My guess (not a lawyer just guessing) is that if they followed all best practices and someone bruteforced an RSA 2048 key which is currently understood to not be (reasonably) possible - that might be covered? However if they left a S3 bucket open without a password, that would be under negligence?
Not a lawyer either, but to me, since users have no means to protect themselves against a backend breach, it seems like it would inherently be the fault of the business.
My chosen parallel would be owning a dog. Owning a dog has some inherent risk, because even if you take all precautions, there's always a chance it gets off it's leash or breaks out of the yard and bites someone. "I had a fence" shouldn't free you from liability; the fence was insufficient because someone still got bit. The only way to be free of that small risk is to not own a dog.
I view data the same way. Storing sensitive data comes with an inherent risk that it will be compromised. By asking for and keeping that data, companies assume the risk of that data being breached, and any resulting damage. If that risk is unacceptable, don't ask for or keep the data. Or find some way to make it so the data can't cause damage even if it's stolen (e.g. by using some kind of public tax ID).
That being said, My Account is a useful, albeit very flawed online tool.
Src: https://www.canada.ca/en/revenue-agency/services/e-services/...
When I encounter clearly dodgy terms like this I often contact the organization and tell them I do not accept the given clause. Sometimes they say 'stop using our service' (rarely enforced) but most often they simply don't respond.
Someone at CRA with authority to fix this might perk up if thousands of Canadians start emailing them about it, report it to MP's, the Privacy Commissioner and other ombudsmen, etc.
For example let’s look at Ireland.
[0] Ireland tries to exclude itself from GDPR https://www.thejournal.ie/data-protection-bill-2018-3853647-...
[1] Entire health system compromised and possibly majority of PHI data exfiltrated https://www.hse.ie/eng/services/publications/conti-cyber-att...
[2] Irish health service only begins notifications to confirmed affected individuals a year later https://www.hse.ie/eng/services/news/media/pressrel/hse-begi...
[3] selective punishment of companies whose data is breached eg google https://techcrunch.com/2022/03/14/dpc-sued-google-rtb-compla... vs meta https://www.dataprotection.ie/en/news-media/data-protection-...
Laws unevenly applied make a mockery of justice.

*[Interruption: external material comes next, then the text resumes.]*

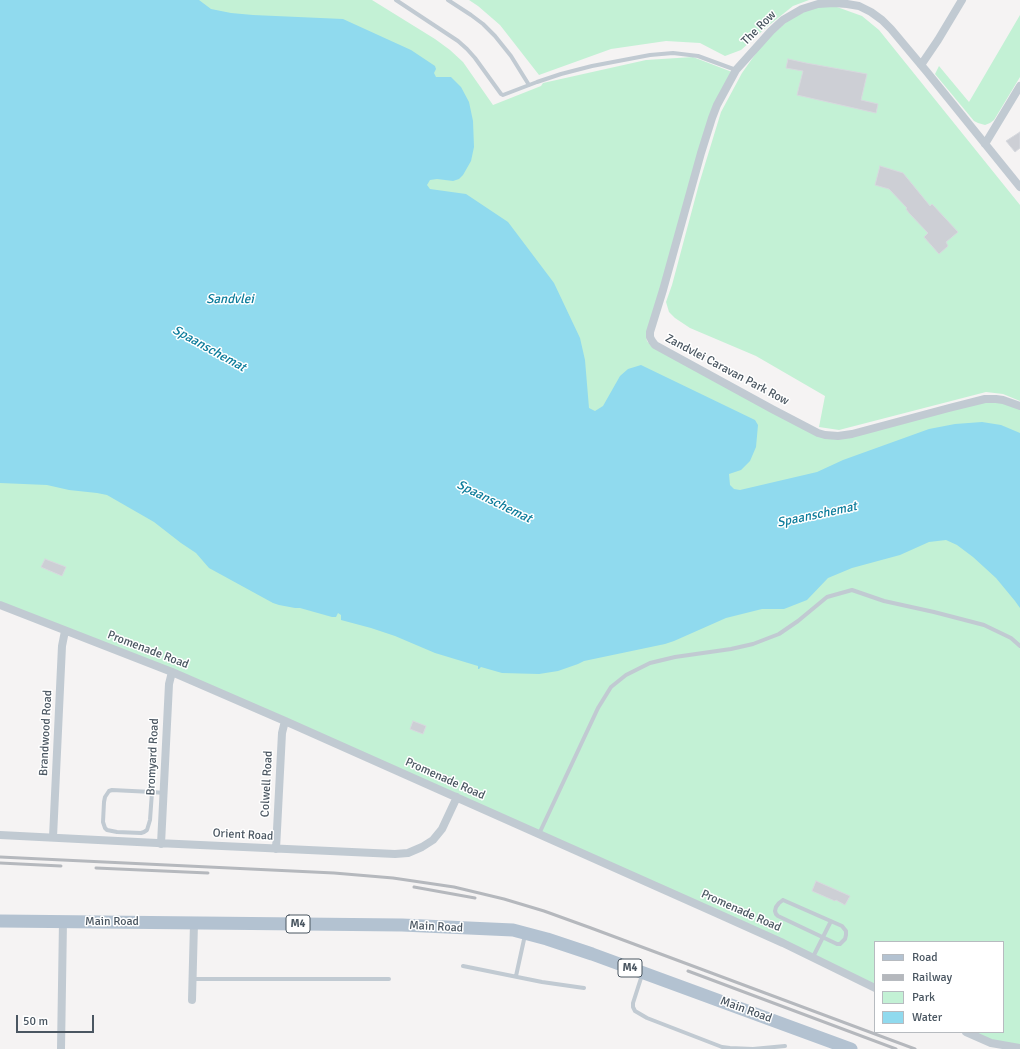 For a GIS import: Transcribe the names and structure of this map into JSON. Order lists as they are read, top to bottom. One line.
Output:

My understanding is that member states (and perhaps all sovereigns) are not required to comply with GDPR unless they explicitly choose to.
> However, the Internet is a public network and there is the remote possibility of data security violations.
They conveniently ignore the fact that HTTPS is pervasive and that you can reasonably carry private conversations on a public network. And why don't they have a disclaimer for the fact that the telephone network is public and the mail network is public?
Excerpts : 1458 Every person has a duty to honour his contractual undertakings. Where he fails in this duty, he is liable for any bodily, moral or material injury he causes to the other contracting party and is bound to make reparation for the injury; neither he nor the other party may in such a case avoid the rules governing contractual liability by opting for rules that would be more favourable to them.
https://www.legisquebec.gouv.qc.ca/en/document/cs/CCQ-1991?l...
1474 A person may not exclude or limit his liability for material injury caused to another through an intentional or gross fault; a gross fault is a fault which shows gross recklessness, gross carelessness or gross negligence. He may not in any way exclude or limit his liability for bodily or moral injury caused to another.
1475 A notice, whether posted or not, stipulating the exclusion or limitation of the obligation to make reparation for injury resulting from the nonperformance of a contractual obligation has effect, with respect to the creditor, only if the party who invokes the notice proves that the other party was aware of its existence at the time the contract was formed.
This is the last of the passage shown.